Image Scaling (Keepaspectratiobyexpanding) Through Opengl

Image scaling (KeepAspectRatioByExpanding) through OpenGL

You can simply copy "keep aspect ratio" branch (provided that it is working), and just flip the ratio comparison sign, i.e.:

if (ratiox > ratioy)

becomes

if (ratiox <= ratioy)

But i'm not sure it is actually working (ratio calculations had always bugged me - and yours is tricky), and don't have Qt atm so I can't try. But that should do it.

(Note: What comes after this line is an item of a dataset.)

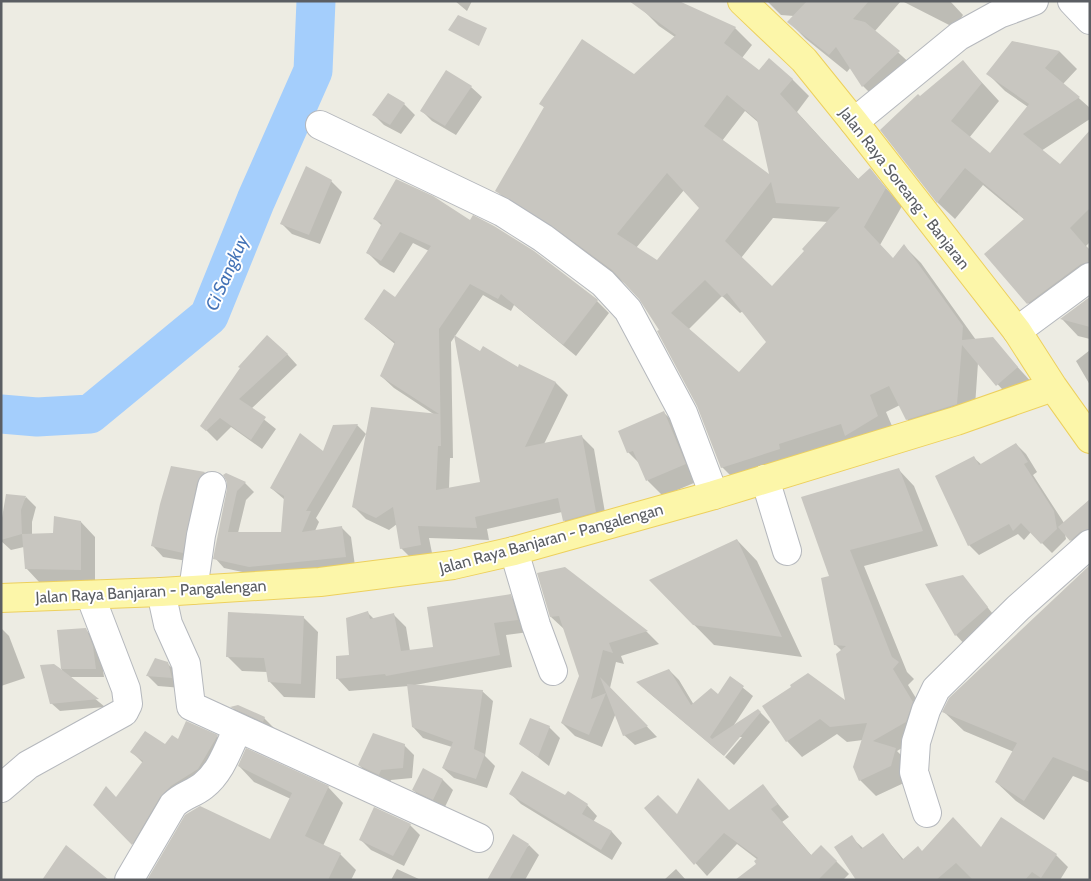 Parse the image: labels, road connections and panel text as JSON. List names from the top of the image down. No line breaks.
{"streets":{"main road":["Jalan Raya Soreang - Banjaran","Jalan Raya Banjaran - Pangalengan"]},"crossings":[["Jalan Raya Soreang - Banjaran","Jalan Raya Banjaran - Pangalengan"]],"water":["Ci Sangkuy"]}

Note that the image will be centered (not left-aligned as on your image), but that can be fixed pretty easily.

EDIT:

Here is source code that works in GLUT application (no QT, sorry):

static void DrawObject(void)
{
int img_width = 1280;//_frame->width();
int img_height = 720;//_frame->height();
GLfloat offset_x = -1;
GLfloat offset_y = -1;

int p_viewport[4];
glGetIntegerv(GL_VIEWPORT, p_viewport); // don't have QT :'(

GLfloat gl_width = p_viewport[2];//width(); // GL context size
GLfloat gl_height = p_viewport[3];//height();

int n_mode = 0;
switch(n_mode) {
case 0: // KeepAspectRatioByExpanding
{
float ratioImg = float(img_width) / img_height;
float ratioScreen = gl_width / gl_height;

if(ratioImg < ratioScreen) {
gl_width = 2;
gl_height = 2 * ratioScreen / ratioImg;
} else {
gl_height = 2;
gl_width = 2 / ratioScreen * ratioImg;
}
// calculate image size
}
break;

case 1: // IgnoreAspectRatio
gl_width = 2;
gl_height = 2;
// OpenGL normalized coordinates are -1 to +1 .. hence width (or height) = +1 - (-1) = 2
break;

case 2: // KeepAspectRatio
{
float ratioImg = float(img_width) / img_height;
float ratioScreen = gl_width / gl_height;

if(ratioImg > ratioScreen) {
gl_width = 2;
gl_height = 2 * ratioScreen / ratioImg;
} else {
gl_height = 2;
gl_width = 2 / ratioScreen * ratioImg;
}
// calculate image size

offset_x = -1 + (2 - gl_width) * .5f;
offset_y = -1 + (2 - gl_height) * .5f;
// center on screen
}
break;
}

glMatrixMode(GL_PROJECTION);
glLoadIdentity();
glMatrixMode( GL_MODELVIEW );
glLoadIdentity();
// just simple ortho view, no fancy transform ...

glBegin(GL_QUADS);
glTexCoord2f(0, 0);
glVertex2f(offset_x, offset_y);

glTexCoord2f(ImgWidth, 0);
glVertex2f(offset_x + gl_width, offset_y);

glTexCoord2f(ImgWidth, ImgHeight);
glVertex2f(offset_x + gl_width, offset_y + gl_height);

glTexCoord2f(0, ImgHeight);
glVertex2f(offset_x, offset_y + gl_height);
glEnd();
// draw a single quad
}

This works by comparing screen aspect ratio to image aspect ratio. You are actually comparing ratios of image width to screen width with image height to screen height. That is suspicious at least, not to say wrong.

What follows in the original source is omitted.